Detailed description about columns:
- PMID: PubMed identifier of the source abstract.
- sentences: Sentence text from the abstract that contains the candidate place name.
- candidate: The extracted candidate geographic mention with the highest probability from the sentence.
- MapAffil_info_clean: Standardized affiliation information mapped by MapAffil, cleaned for consistency. This field may be empty as [[]].
- og_mapaffil_res_best_geoname: Best-matched GeoNames entity corresponding to the candidate. If MapAffil_info_clean contains information, the resolution is based on affiliation; if empty, it is derived from candidate disambiguation using consistency with affiliation, GeoMeSH, and cited GeoMeSH. This field may be empty as [].

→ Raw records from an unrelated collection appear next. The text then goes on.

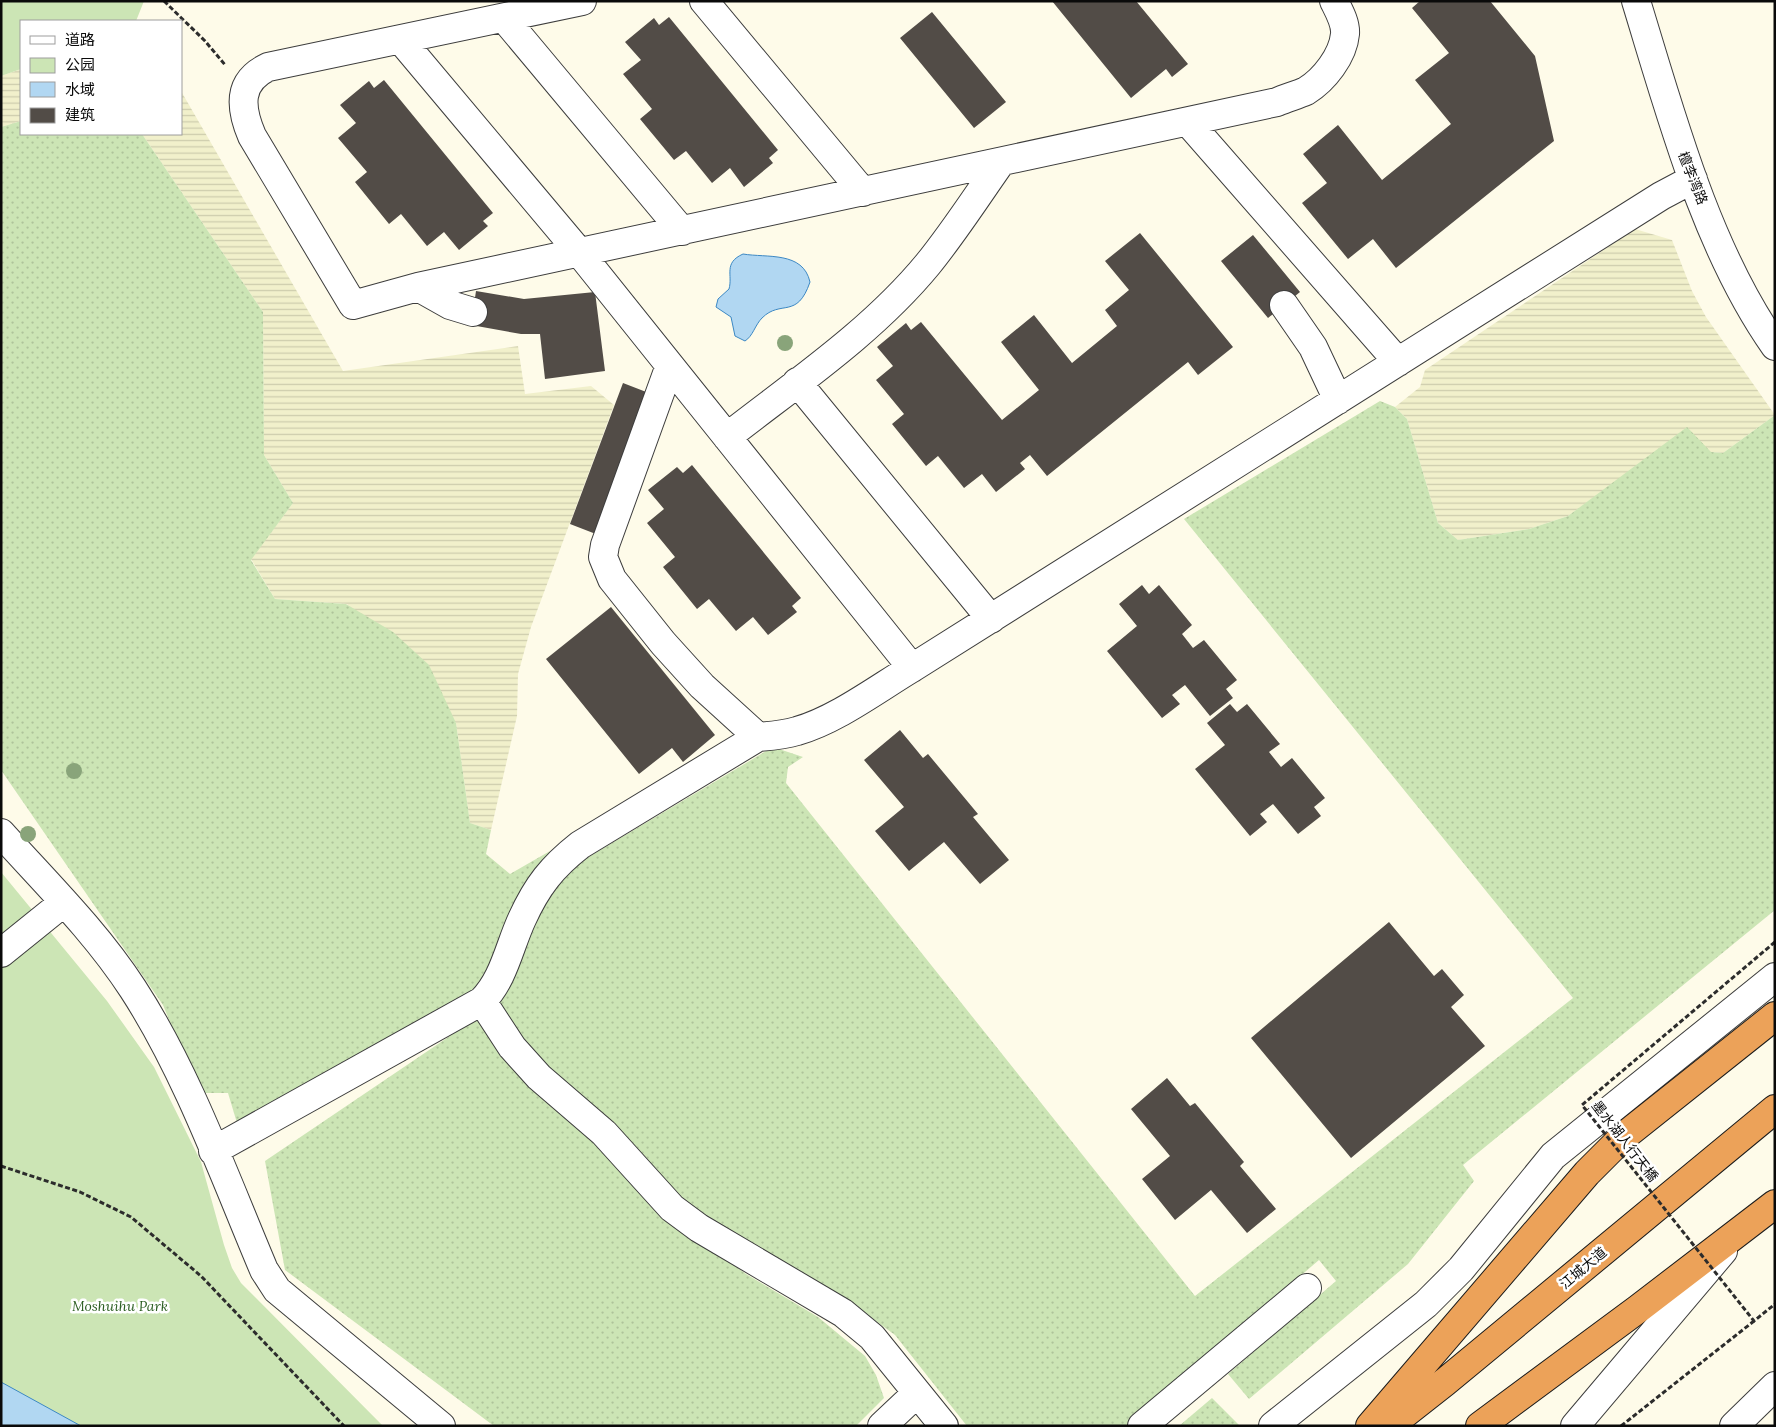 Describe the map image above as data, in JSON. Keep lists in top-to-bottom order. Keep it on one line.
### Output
{"streets":{"highway":["江城大道"],"street":["檀李湾路"],"path":["墨水湖人行天橋"]},"parks":["Moshuihu Park"],"legend":["道路","公园","水域","建筑"]} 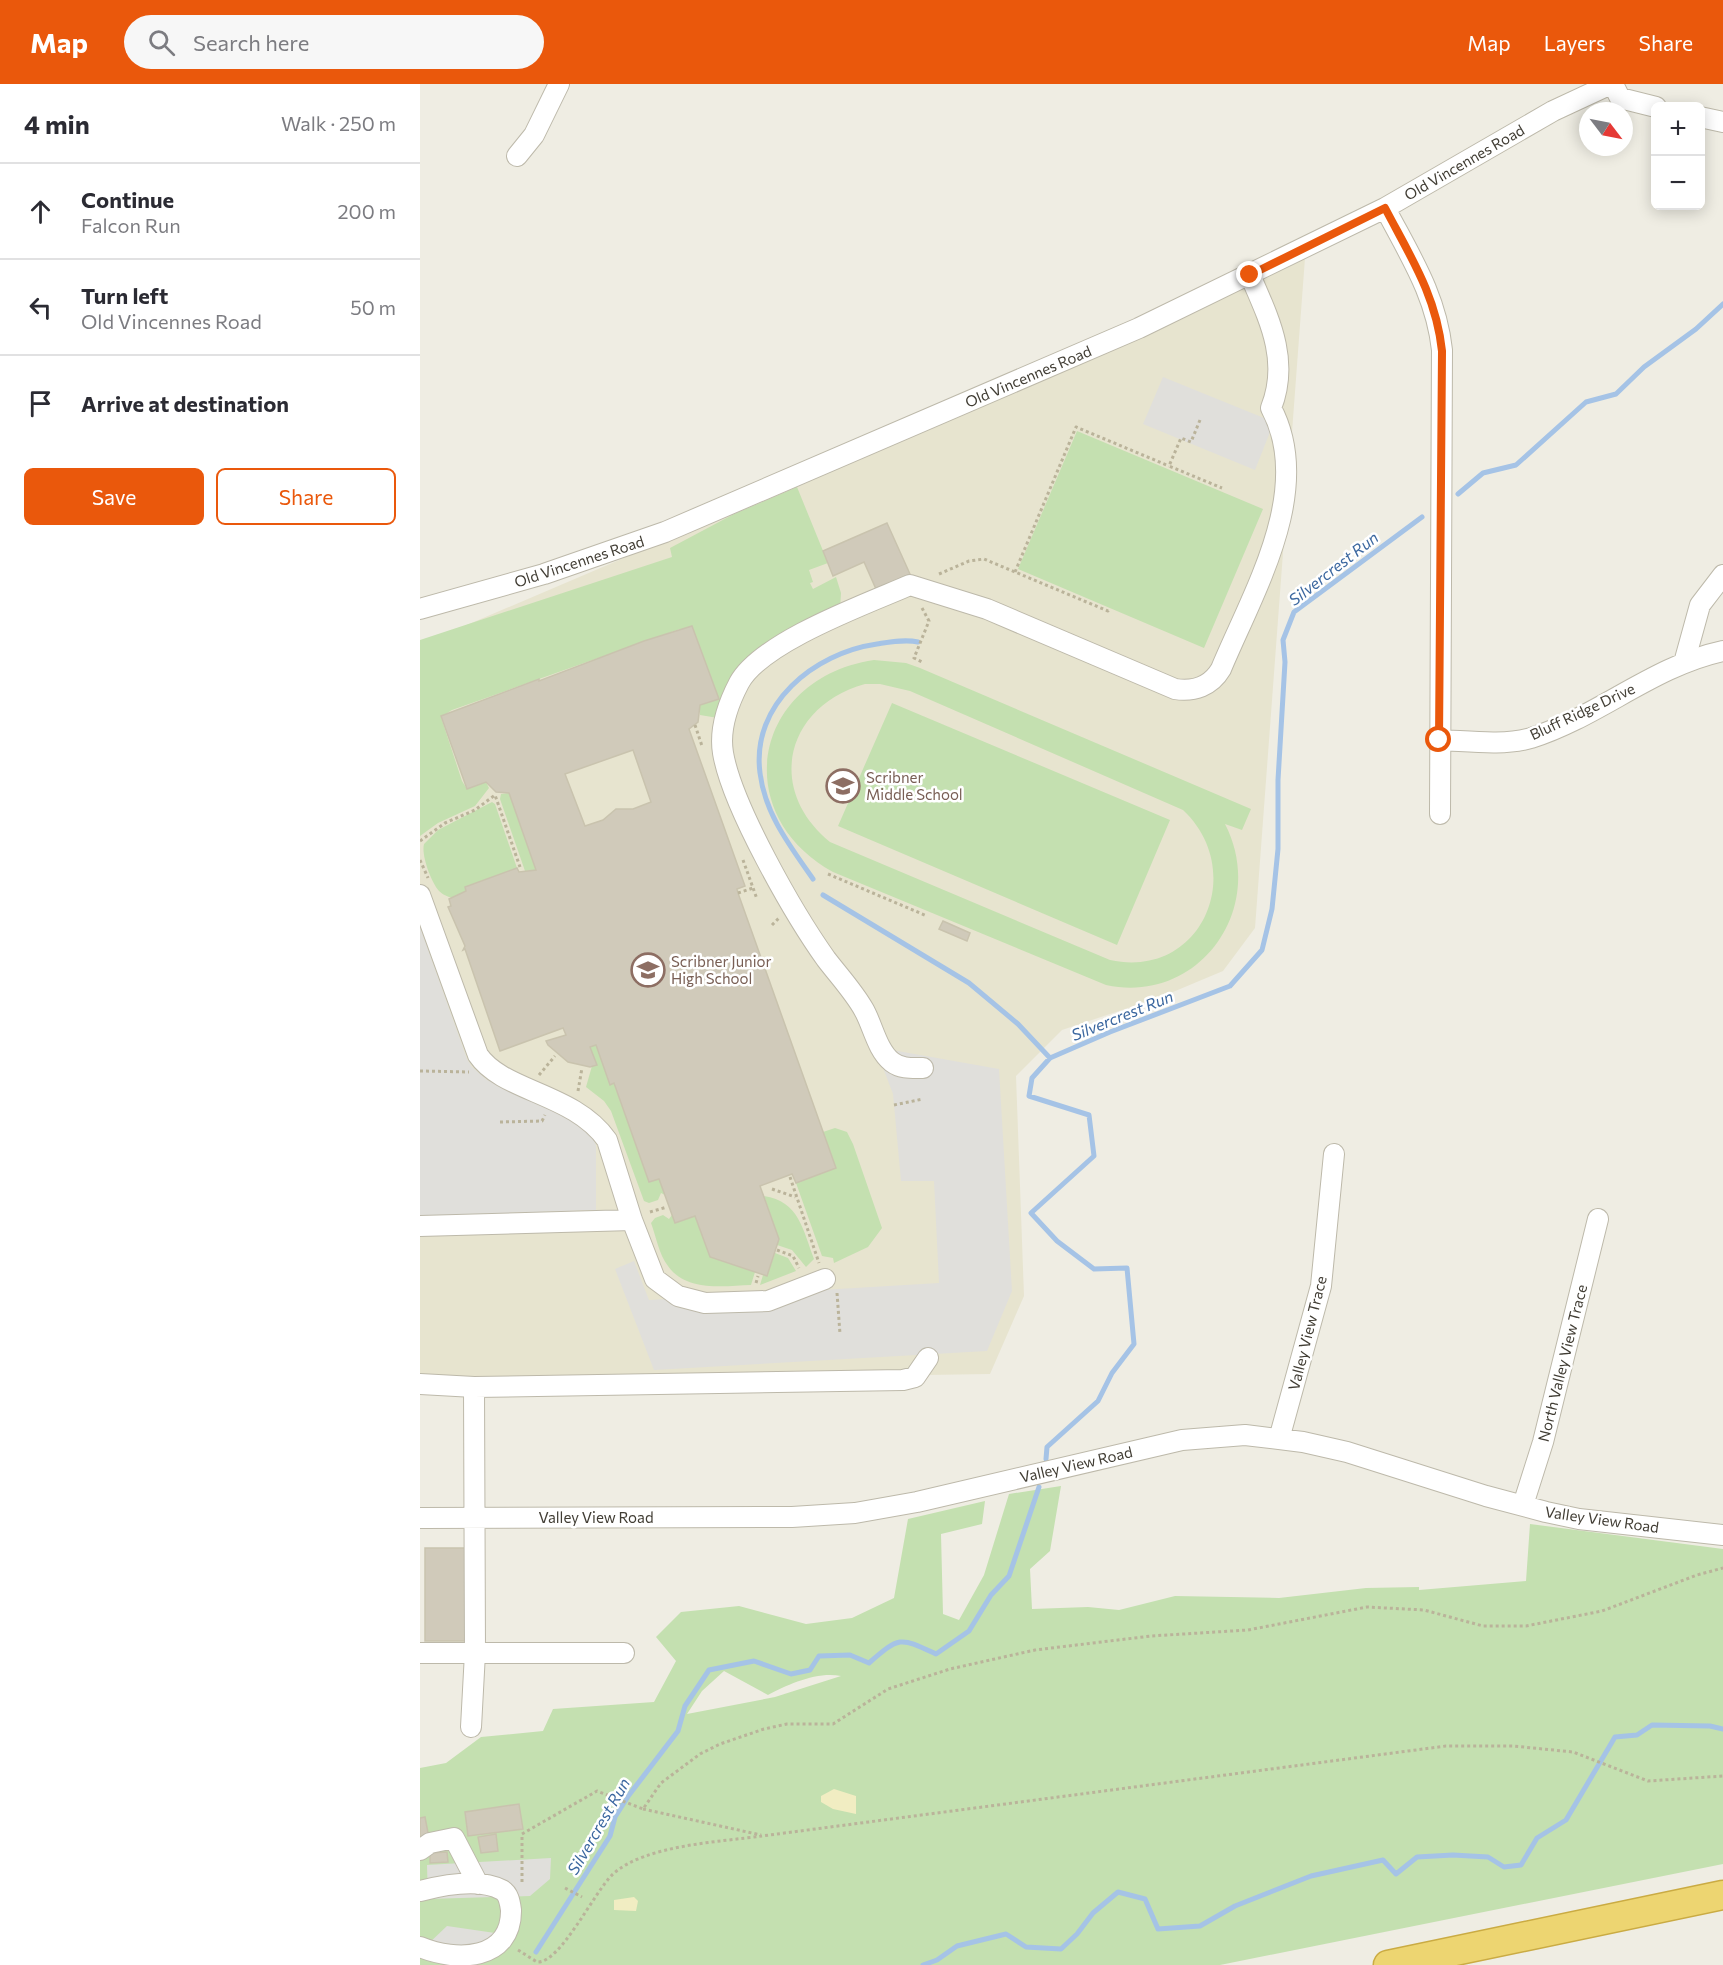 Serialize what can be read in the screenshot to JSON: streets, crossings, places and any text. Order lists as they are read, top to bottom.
{
  "streets": {
    "street": [
      "Old Vincennes Road",
      "Bluff Ridge Drive",
      "Valley View Trace",
      "North Valley View Trace",
      "Valley View Road"
    ]
  },
  "crossings": [
    ["Valley View Trace", "Valley View Road"],
    ["North Valley View Trace", "Valley View Road"]
  ],
  "water": ["Silvercrest Run"],
  "places": {
    "school or university": ["Scribner Middle School", "Scribner Junior High School"]
  },
  "north": "bottom right",
  "page": {
    "header": "Map",
    "search": "Search here",
    "nav": ["Map", "Layers", "Share"],
    "heading": ["4 min", "Walk · 250 m"],
    "map_buttons": ["+", "−"],
    "list": [
      ["Continue", "Falcon Run", "200 m"],
      ["Turn left", "Old Vincennes Road", "50 m"],
      "Arrive at destination"
    ],
    "buttons": ["Save", "Share"]
  }
} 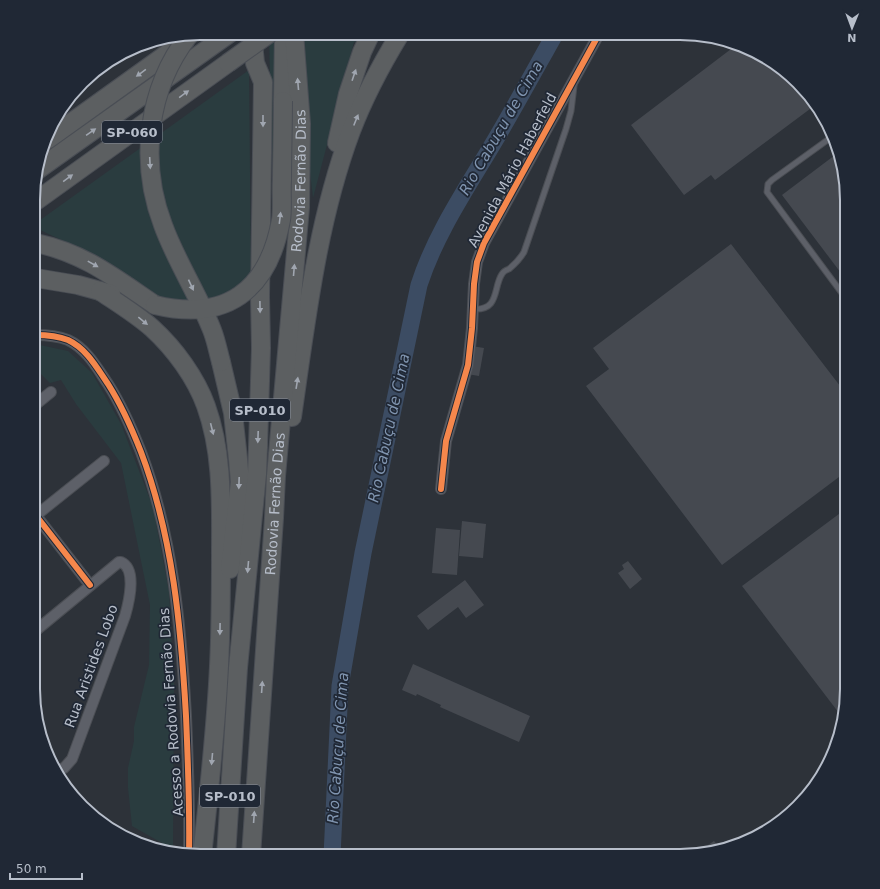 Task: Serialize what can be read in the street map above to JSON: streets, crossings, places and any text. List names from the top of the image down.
{
  "streets": {
    "highway": ["SP-060", "Rodovia Fernão Dias", "SP-010"],
    "street": ["Avenida Mário Haberfeld", "Rua Aristides Lobo", "Acesso a Rodovia Fernão Dias"]
  },
  "water": ["Rio Cabuçu de Cima"],
  "scale_bar": "50 m",
  "north": "bottom"
} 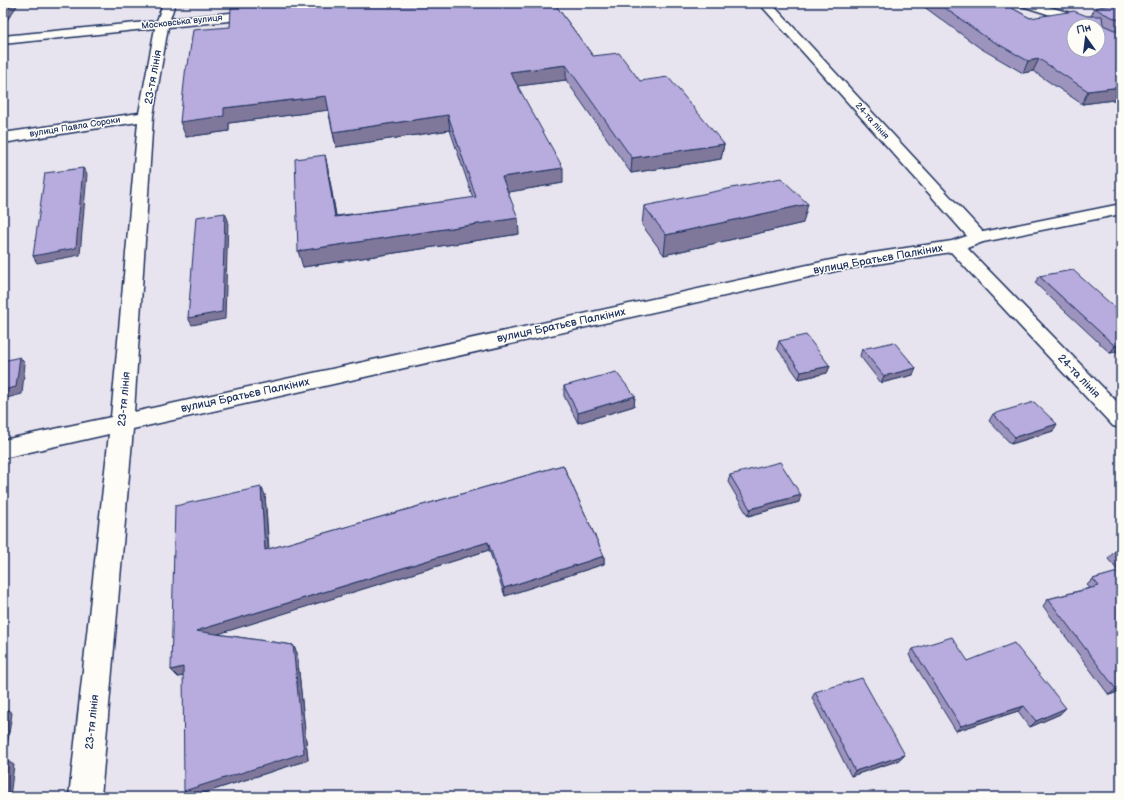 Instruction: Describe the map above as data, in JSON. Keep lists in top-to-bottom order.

- probA: Prediction probability from Model A (language-only features).
- probB9505: Prediction probability from Model B (metadata-only features, threshold 95/05).
- probC: Prediction probability from Model C (combined language + metadata features).
- merged_candidate: Candidate merged across hierarchical geographic levels if consistency is satisfied (e.g., Chicago, IL, USA consolidated when all three appear in the same sentence). This field may be empty.
- other_potential_candidates: Alternative candidate mentions detected in the same sentence but not selected as top-ranked, or candidates that could not be merged with the primary candidate due to inconsistency. This field may be empty.
- geomesh_list: Geographic MeSH terms linked directly to the article. This field may be empty as [].
- unique_tempocity_level_list: Location names from the article’s affiliation, parsed and normalized by tempoMapAffil. This field may be empty as [[]].
- cited_geomesh_list: Geographic MeSH terms obtained from cited references of the source abstract. This field may be empty as [].
|